The teacher blamed for the poor matric class had “been producing the same results for the past 10 years”, Njozela said.
“These children passed all the other subjects except for his.”
Njozela said the Vrystad community, in Nqamakwe municipality, was poor and most parents relied on state grants.
“Education is the only thing that will take these children out of poverty and uplift this community.
“The previous principal resigned because she was getting written warnings for underperformance, but nothing is being done about the source of the problem.”
KwaZulu-Natal education department spokesman Muzi Mahlambi said heads would roll at the 34 schools in the province with pass rates of 10% or lower.
He said the schools had been given ample support and provided with qualified teachers.
“All schools have got management, so they have to tell us what more the department should have done. We did all that we were expected to do.”
Two public schools in Limpopo and two private schools owned by Tinyiko Khosa, who is facing criminal charges for allegedly leaking a maths exam paper, scored 0%.
Limpopo education spokesman Naledzani Rasila said an intervention programme was ready for implementation.
“All the underperforming schools are going to be receiving intervention, looking at improving their results.”
Oupa Bodibe, spokesman for the Gauteng education department, was uncertain if the schools with a 0% pass rate were public or private.
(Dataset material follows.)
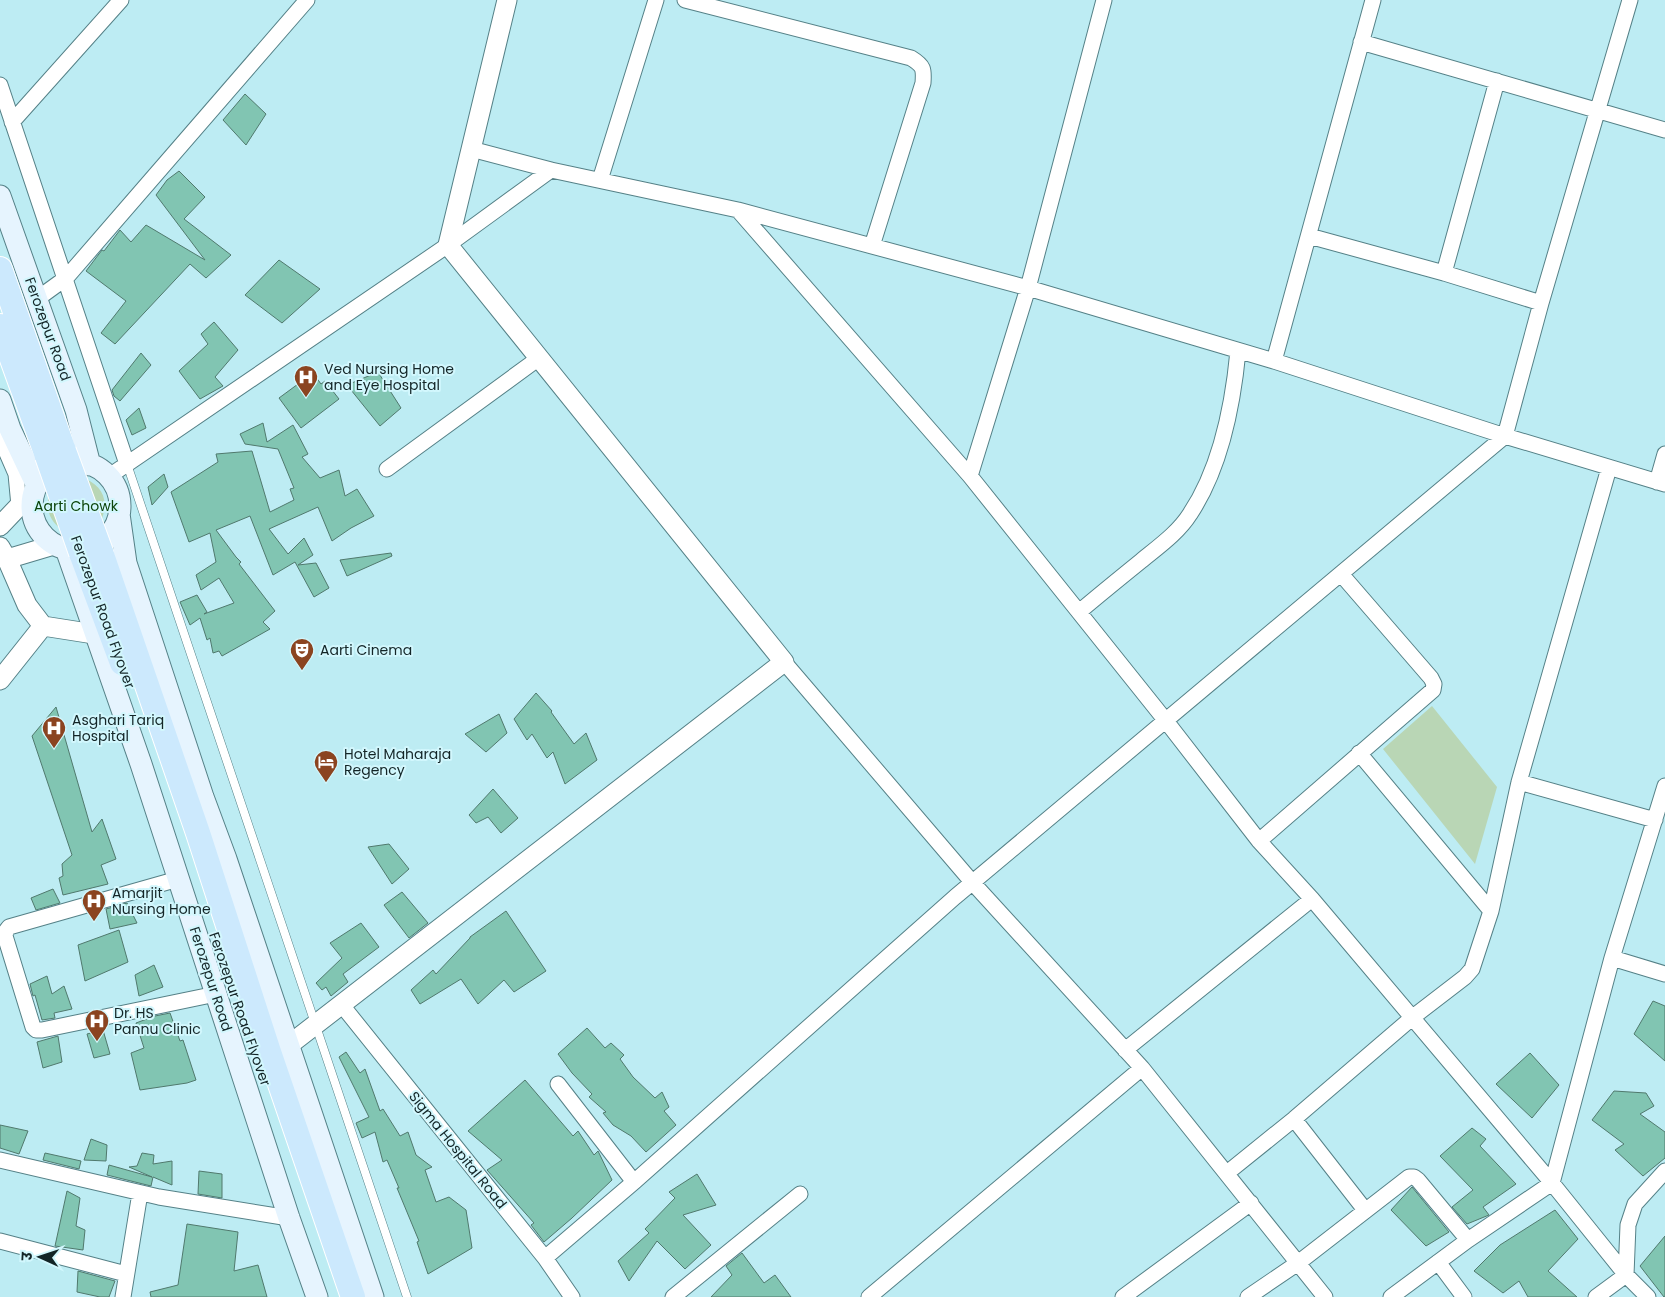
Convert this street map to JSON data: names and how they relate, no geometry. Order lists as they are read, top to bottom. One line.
{"streets":{"main road":["Ferozepur Road","Ferozepur Road Flyover"],"street":["Sigma Hospital Road"]},"parks":["Aarti Chowk"],"places":{"hospital":["Ved Nursing Home and Eye Hospital","Asghari Tariq Hospital","Amarjit Nursing Home","Dr. HS Pannu Clinic"],"theatre":["Aarti Cinema"],"hotel":["Hotel Maharaja Regency"]},"north":"left"}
“If they are private schools, the sanction that the department has is to withdraw the licence for them to conduct examinations,” he said.
“For public schools, obviously you have to understand the causes of the 0% pass rate.
“Options available include removing the principal and the school management team,” he said.
Professor Ruksana Osman, dean of humanities and professor of education at the University of the Witwatersrand, said academic issues, administrative inefficiencies, lack of accountability and lack of leadership contributed to the poor performance of certain schools.
Lack of political accountability had to be tackled first, she said.
“Part of this is not providing schools and teachers with the support they need.
“The long-term effects [of underperformance] are that you get young people who are getting older but who are not getting the matric qualification, and it is going to increase the unemployment rate [and the] inequality gap.”